6. Ron Wood, I've Got My Own Album to Do: Between the dissolution of the Faces and his invitation to join the Rolling Stones, Ronnie Wood finally got around to recording his full-length solo debut, and it's a whole lot of fun. Of course, it also doesn't hurt that Wood has assistance from pals like Ian McLagan, George Harrison, and Keith Richards, but even if he didn't, the music would still stand strong on its own.
7. King Curtis, Instant Groove: We will not apologize for including two saxophone stars in our top 10 list, because they're both awesome and well worth your time. Besides, Curtis's album is filled with lots of fun covers, including his takes on “Hey Joe,” “Wichita Lineman,” “The Weight,” and “Little Green Apples,” among others.

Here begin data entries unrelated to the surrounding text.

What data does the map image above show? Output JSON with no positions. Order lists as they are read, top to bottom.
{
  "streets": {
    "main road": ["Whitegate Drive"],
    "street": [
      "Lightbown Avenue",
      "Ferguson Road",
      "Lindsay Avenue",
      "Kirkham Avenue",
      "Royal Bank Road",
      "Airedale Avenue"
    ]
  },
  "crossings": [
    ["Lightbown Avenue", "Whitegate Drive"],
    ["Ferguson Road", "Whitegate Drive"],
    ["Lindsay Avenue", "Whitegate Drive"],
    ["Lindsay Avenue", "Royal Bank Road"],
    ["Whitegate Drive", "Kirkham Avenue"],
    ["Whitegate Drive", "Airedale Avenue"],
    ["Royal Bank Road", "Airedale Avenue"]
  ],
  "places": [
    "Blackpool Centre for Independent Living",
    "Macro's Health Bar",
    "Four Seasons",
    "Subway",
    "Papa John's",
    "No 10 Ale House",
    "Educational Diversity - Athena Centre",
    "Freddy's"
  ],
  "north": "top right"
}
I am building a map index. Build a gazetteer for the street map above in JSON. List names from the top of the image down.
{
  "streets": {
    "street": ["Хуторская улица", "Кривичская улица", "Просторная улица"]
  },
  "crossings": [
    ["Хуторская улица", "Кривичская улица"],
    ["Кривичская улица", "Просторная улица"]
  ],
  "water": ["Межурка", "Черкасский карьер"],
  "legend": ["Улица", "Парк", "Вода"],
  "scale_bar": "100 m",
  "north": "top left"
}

8. a-ha, Stay on These Roads / East of the Sun, West of the Moon / Memorial Beach: Given how their popularity dropped off in the States after Scoundrel Days, it may not surprise you that the expanded reissues of a-ha's three subsequent albums didn't end up getting a physical release in the US. They did, however, get a digital release, and the bonus material is pretty great, so don't miss out if you're a fan.
9. Bruce McCulloch, Shame-Based Man: If you only know Bruce McCulloch from his work within Kids in the Hall, you're not the only one, but he recorded a pretty great - and pretty funny - album a few years back. We talked about it with him not long after we added it to the digital catalog (you can read that chat right here), but you should really hear it for yourself.
10. Underworld, Change the Weather: It's only been a few weeks since we were singing the praises of this album, but we'll take another moment to sing them again: it's a great blend of rock guitar and synths with a number of catchy songs, including the title track, which kicks things off brilliantly.